Commercial inventories in OECD countries amounted to 62.4 days of consumption at the end of the first quarter this year, eight days more than in the same period last year, according the IEA.
"The United States has been increasing its crude oil inventories since the price hits a low of around 30 dollars a barrel in March," Li said.
Furthermore, speculative traders are flocking back to crude oil markets in hopes that demand for crude oil would eventually rise with the bottoming out of the global economy, Li added.
As the problem of speculation in international crude oil markets has become increasingly acute over the past few years, many non-commercial traders, who do not use crude oil directly, flocked to crude oil markets to seek better investment returns.
Taking advantage of the continued rise in crude oil prices from 2002 to the first half of 2008, the speculators traded crude oil futures contracts like stocks or bonds, amplifying supply and demand effects on the price movements.
Li predicted that prices of crude oil, as a nonrenewable resource, would head upward in the long run.
He added that crude oil prices would fluctuate in the short term, depending on the developments of the global economy.
The recent rally on international crude oil markets means different things for oil producing and consuming countries, according to Li.
For those oil exporting countries in the Middle East, Central Asia and Latin America, a rise in prices would partially offset the adverse impacts of the current global financial crisis on their economies.
For example, a rise in crude oil prices will help the Russian government cope with the fiscal burden and the country's economic woes.

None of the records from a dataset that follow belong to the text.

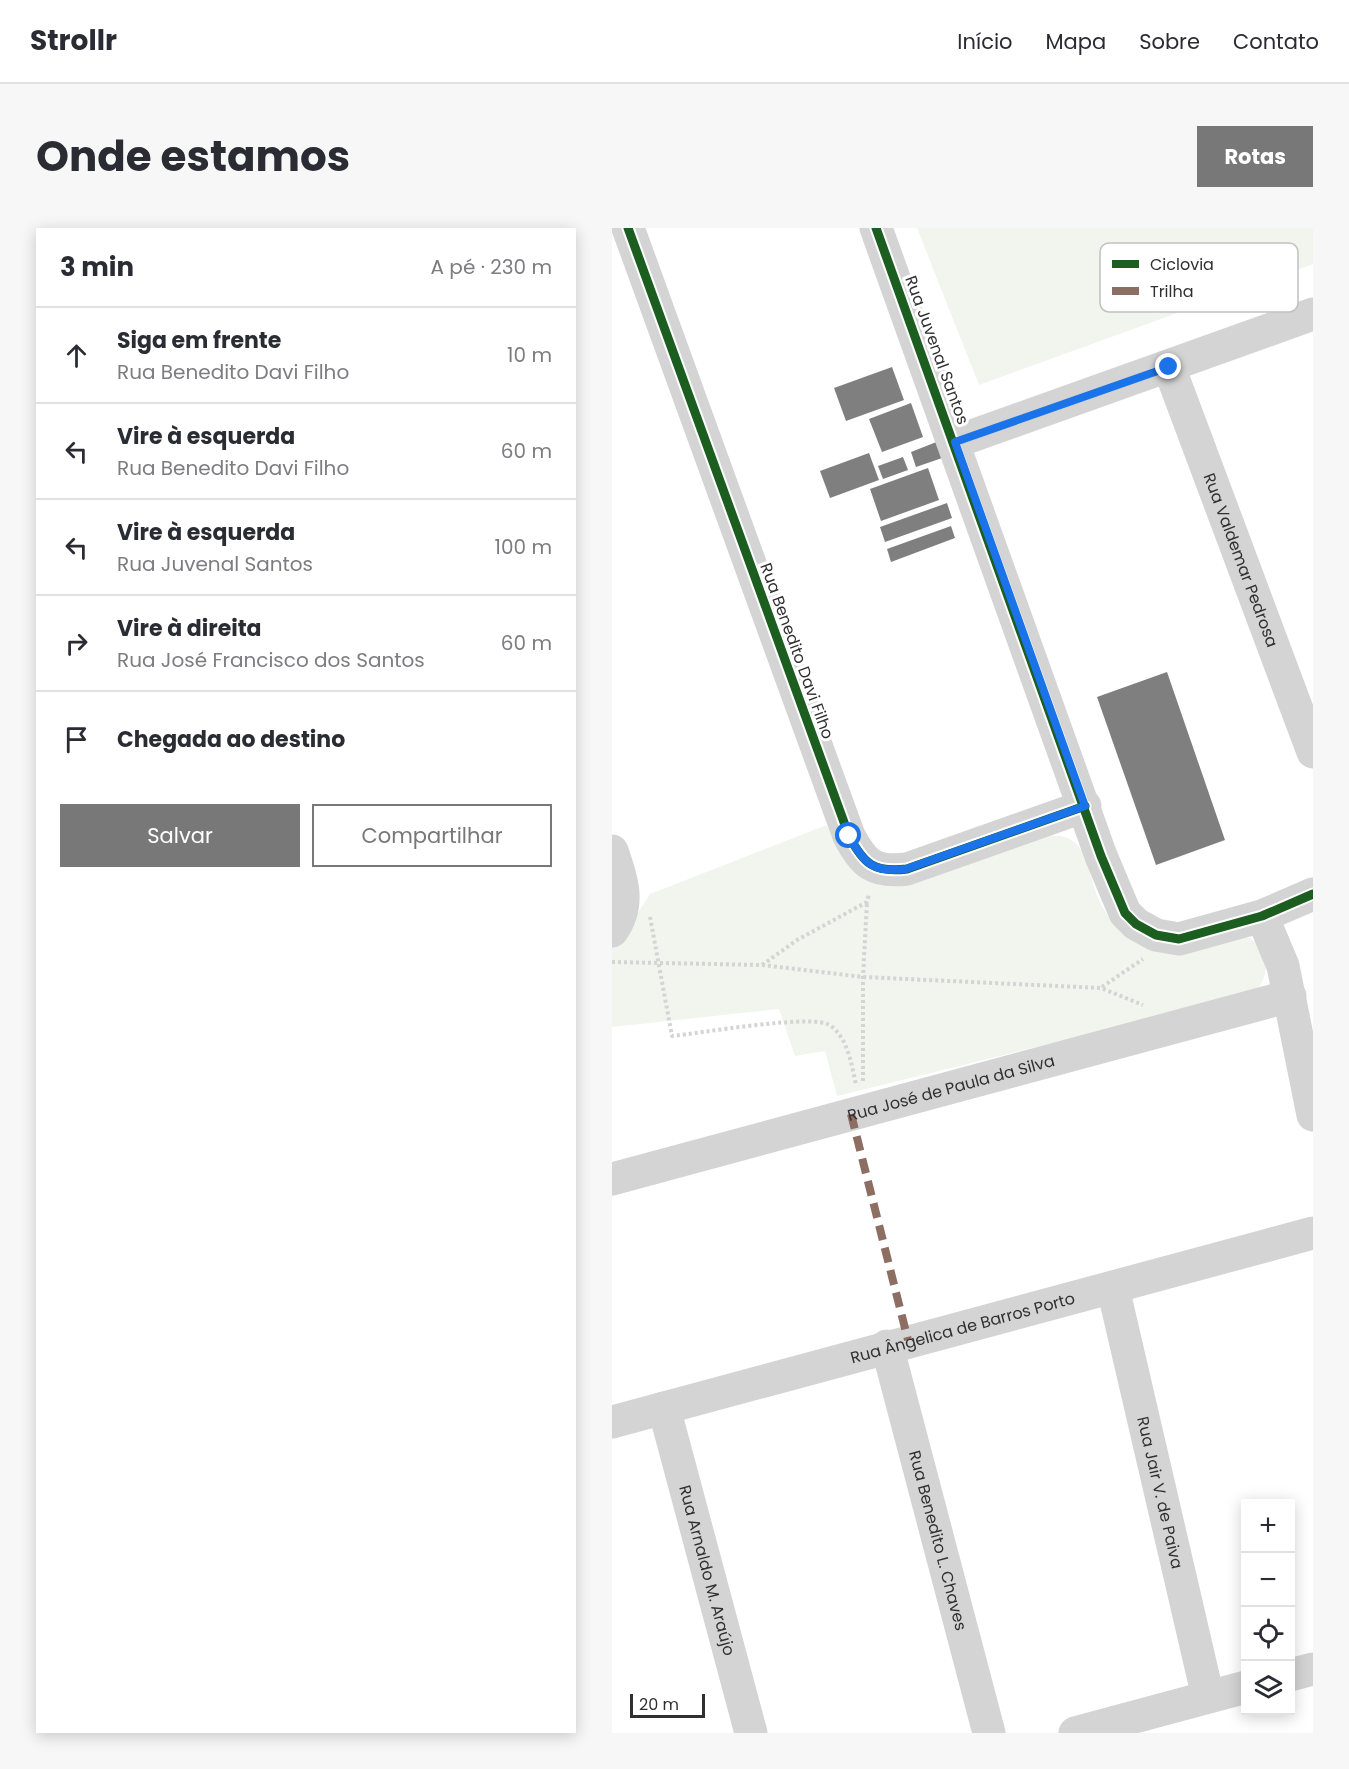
<!DOCTYPE html>
<html lang="pt">
<head>
<meta charset="utf-8">
<style>
  :root { --surface:#fff; --page:#f7f7f7; --text:#2b2b33; --muted:#7c7c81; --line:#e1e1e2; --accent:#787878 }
  body { margin:0; font-family:Poppins,sans-serif; background:var(--page); color:var(--text) }
  .controls { position:absolute; right:18px; bottom:18px; display:grid; overflow:hidden; border-radius:0px; box-shadow:0 3px 15px #0003 }
  .controls button { width:54px; height:54px; display:grid; place-items:center; padding:0; border:0; border-bottom:2px solid var(--line); background:var(--surface); color:var(--text); font:30px sans-serif }
  .scale { position:absolute; left:18px; bottom:15px; width:75px; box-sizing:border-box; padding-left:6px; border:3px solid #303030; border-top:0; font-size:16px; line-height:21px; white-space:nowrap; color:#303030; -webkit-text-stroke:4px #fff; paint-order:stroke }
  .stop { position:absolute; width:18px; height:18px; margin:-14px; border:4px solid #1a73e8; border-radius:50%; background:#fff }
  .stop.end { background:#1a73e8; border-color:#fff; box-shadow:0 2px 6px #0008 }
  .list { margin:0; padding:0; list-style:none }
  h2 { display:flex; justify-content:space-between; align-items:center; height:78px; margin:0; padding:0 24px; font-size:26px }
  h2 small { font-size:20px; font-weight:400; color:var(--muted) }
  .list li { display:grid; grid-template-columns:39px 1fr auto; gap:18px; align-items:center; box-sizing:border-box; height:96px; padding:0 24px; border-top:2px solid var(--line) }
  .list b { display:block; font-size:22px; white-space:nowrap }
  .list p { margin:0; font-size:20px; white-space:nowrap; color:var(--muted) }
  .list em { font-size:20px; font-style:normal; color:var(--muted) }
  .actions { display:flex; gap:12px; padding:18px 24px }
  .actions a { flex:1; padding:14px 0; border:2px solid var(--accent); border-radius:0px; text-align:center; font-size:21px; color:var(--accent) }
  .actions .main { background:var(--accent); color:#fff }
  .icon { flex:none; width:33px; height:33px; fill:none; stroke:currentColor; stroke-width:2; stroke-linecap:round; stroke-linejoin:round }
  .map { position:relative; flex:none; width:701px; height:1505px; overflow:hidden; border-radius:0px }
  header { display:flex; align-items:center; gap:36px; box-sizing:border-box; height:84px; padding:0 30px; background:var(--surface); border-bottom:2px solid var(--line) }
  header strong { font-size:28px }
  nav { display:flex; gap:33px; margin-inline-start:auto; font-size:21px }
  .intro { display:flex; align-items:center; justify-content:space-between; box-sizing:border-box; height:144px; padding:0 36px }
  h1 { margin:0; font-size:42px }
  .button { padding:15px 27px; border-radius:0px; background:var(--accent); color:#fff; font-size:21px; font-weight:700 }
  main { display:flex; gap:36px; padding:0 36px }
  aside { flex:1; background:var(--surface); border-radius:0px; box-shadow:0 3px 15px #0003 }
  .map>svg:first-child { display:block }
</style>
</head>
<body>
<header>
<strong>Strollr</strong>
<nav><a>Início</a><a>Mapa</a><a>Sobre</a><a>Contato</a></nav>
</header>
<div class="intro"><h1>Onde estamos</h1><a class="button">Rotas</a></div>
<main>
<aside>
<h2>3 min<small>A pé · 230 m</small></h2>
<ul class="list">
<li><svg class="icon" aria-label="ahead" viewBox="0 0 24 24"><path d="M12 20V5M6 11l6-6 6 6"/></svg><div><b>Siga em frente</b><p>Rua Benedito Davi Filho</p></div><em>10 m</em></li>
<li><svg class="icon" aria-label="left" viewBox="0 0 24 24"><path d="M17 20v-9H6M10 6l-5 5 5 5"/></svg><div><b>Vire à esquerda</b><p>Rua Benedito Davi Filho</p></div><em>60 m</em></li>
<li><svg class="icon" aria-label="left" viewBox="0 0 24 24"><path d="M17 20v-9H6M10 6l-5 5 5 5"/></svg><div><b>Vire à esquerda</b><p>Rua Juvenal Santos</p></div><em>100 m</em></li>
<li><svg class="icon" aria-label="right" viewBox="0 0 24 24"><path d="M7 20v-9h11M14 6l5 5-5 5"/></svg><div><b>Vire à direita</b><p>Rua José Francisco dos Santos</p></div><em>60 m</em></li>
<li><svg class="icon" aria-label="arrive" viewBox="0 0 24 24"><path d="M6 21V4h12l-3 4 3 4H6"/></svg><div><b>Chegada ao destino</b></div></li>
</ul>
<div class="actions"><a class="main">Salvar</a><a>Compartilhar</a></div>
</aside>
<div class="map">
<svg width="701" height="1505" viewBox="0 0 701 1505">
  <rect width="100%" height="100%" fill="#fff"/>
  <g fill="#f1f5ed">
    <path d="M305,0H701V36L367,157Z"/>
    <path d="M215,597C226,620 232,639 255,652L437,608C474,604 475,639 484,665C488,676 494,685 500,694L638,710C658,726 659,749 641,766L225,868L213,823L183,828L167,781L0,799V715L18,697L38,666Z"/>
  </g>
  <g fill="#7f7f7f">
    <path d="M280,139L292,172L234,193L222,160Z"/>
    <path d="M299,175L311,209L270,224L257,191Z"/>
    <path d="M327,213L333,229L304,239L299,224Z"/>
    <path d="M257,225L267,252L218,270L208,243Z"/>
    <path d="M291,229L296,242L271,251L266,238Z"/>
    <path d="M316,240L327,272L269,293L258,261Z"/>
    <path d="M335,275L340,290L273,314L268,299Z"/>
    <path d="M339,298L343,310L279,334L275,321Z"/>
    <path d="M555,444L613,612L544,637L485,469Z"/>
  </g>
  <g fill="none" stroke-linecap="round" stroke-linejoin="round">
    <g stroke="#d4d4d4" stroke-width="4" stroke-dasharray="3 3" stroke-linecap="butt">
      <path d="M38,689L60,808C89,805 193,787 215,796C235,805 240,838 244,857"/>
      <path d="M0,734L150,737L251,749L489,760L531,777"/>
      <path d="M150,737L185,712L255,674L257,666"/>
      <path d="M490,759L531,731"/>
      <path d="M251,853V749L255,674"/>
    </g>
    <g stroke="#d4d4d4" stroke-width="33">
      <path d="M16,0L237,608C252,636 262,645 295,641L473,578"/>
      <path d="M264,0L489,628L513,685L524,696L544,707L567,711L650,688L701,666"/>
      <path id="s1" d="M557,139L701,524"/>
      <path d="M343,214L701,86"/>
      <path d="M0,623C10,651 19,677 0,703"/>
      <path d="M650,688L671,738L701,887"/>
      <path id="s2" d="M0,951L678,768"/>
      <path id="s3" d="M501,1060L596,1469"/>
      <path id="s4" d="M275,1118L377,1505"/>
      <path id="s5" d="M52,1180L139,1505"/>
      <path id="s6" d="M0,1194L701,1005"/>
      <path d="M678,1447L701,1441"/>
      <path d="M463,1505L634,1459"/>
    </g>
    <path stroke="#8d6e63" stroke-width="8" stroke-dasharray="15 8" stroke-linecap="butt" d="M239,886L296,1112"/>
    <g stroke="#fff" stroke-width="13">
      <g id="cycleway">
        <path d="M16,0L237,608C252,636 262,645 295,641L473,578"/>
        <path d="M264,0L489,628L513,685L524,696L544,707L567,711L650,688L701,666"/>
      </g>
    </g>
    <use href="#cycleway" stroke="#1b5e20" stroke-width="9"/>
  </g>
  <g fill="none" stroke-linecap="round" stroke-linejoin="round">
    <path stroke="#1a73e8" stroke-width="8" d="M237,608C252,636 262,645 294,641L473,578L343,214L557,139"/>
  </g>
  <g text-anchor="middle" dominant-baseline="central" stroke-width="6" stroke-linejoin="round" paint-order="stroke">
    <g font-size="16" fill="#303030" stroke="#fff">
      <text transform="translate(325 122) rotate(70)">Rua Juvenal Santos</text>
      <text stroke="none"><textPath href="#s1" startOffset="206">Rua Valdemar Pedrosa</textPath></text>
      <text transform="translate(185 423) rotate(70)">Rua Benedito Davi Filho</text>
      <text stroke="none"><textPath href="#s2" startOffset="351">Rua José de Paula da Silva</textPath></text>
      <text stroke="none"><textPath href="#s6" startOffset="363">Rua Ângelica de Barros Porto</textPath></text>
      <text stroke="none"><textPath href="#s3" startOffset="210">Rua Jair V. de Paiva</textPath></text>
      <text stroke="none"><textPath href="#s4" startOffset="201">Rua Benedito L. Chaves</textPath></text>
      <text stroke="none"><textPath href="#s5" startOffset="168">Rua Arnaldo M. Araújo</textPath></text>
    </g>
  </g>
  <rect x="488" y="15" width="198" height="69" rx="9" fill="#fff" stroke="#c1c1c1" stroke-width="1.5"/>
  <rect x="500" y="32" width="27" height="8" fill="#1b5e20"/>
  <rect x="500" y="59" width="27" height="8" fill="#8d6e63"/>
  <g font-size="16" fill="#303030">
    <text x="538" y="42">Ciclovia</text>
    <text x="538" y="69">Trilha</text>
  </g>
</svg>
<div class="controls">
<button>+</button>
<button>−</button>
<button><svg class="icon" aria-label="locate" viewBox="0 0 24 24"><circle cx="12" cy="12" r="6"/><path d="M12 2v4M12 18v4M2 12h4M18 12h4"/></svg></button>
<button><svg class="icon" aria-label="layers" viewBox="0 0 24 24"><path d="M12 4l9 5-9 5-9-5zM3 14l9 5 9-5"/></svg></button>
</div>
<div class="scale">20 m</div>
<div class="stop" style="left:237px;top:608px"></div>
<div class="stop end" style="left:557px;top:139px"></div>
</div>
</main>
</body>
</html>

The Russian economy depends heavily on oil revenues.
But for oil consuming countries, a steady rise in the prices would have a negative impact on their economies as higher energy costs usually lead to a higher level of inflation.
Even for oil consuming countries, higher crude oil prices mean different things to the advanced economies and emerging economies, Li added.
"Compared with the United States and Japan, China and India need more energy to achieve the same amount of output," he said, adding that the rise in crude oil prices would have a bigger adverse impact China and India, the two developing economies.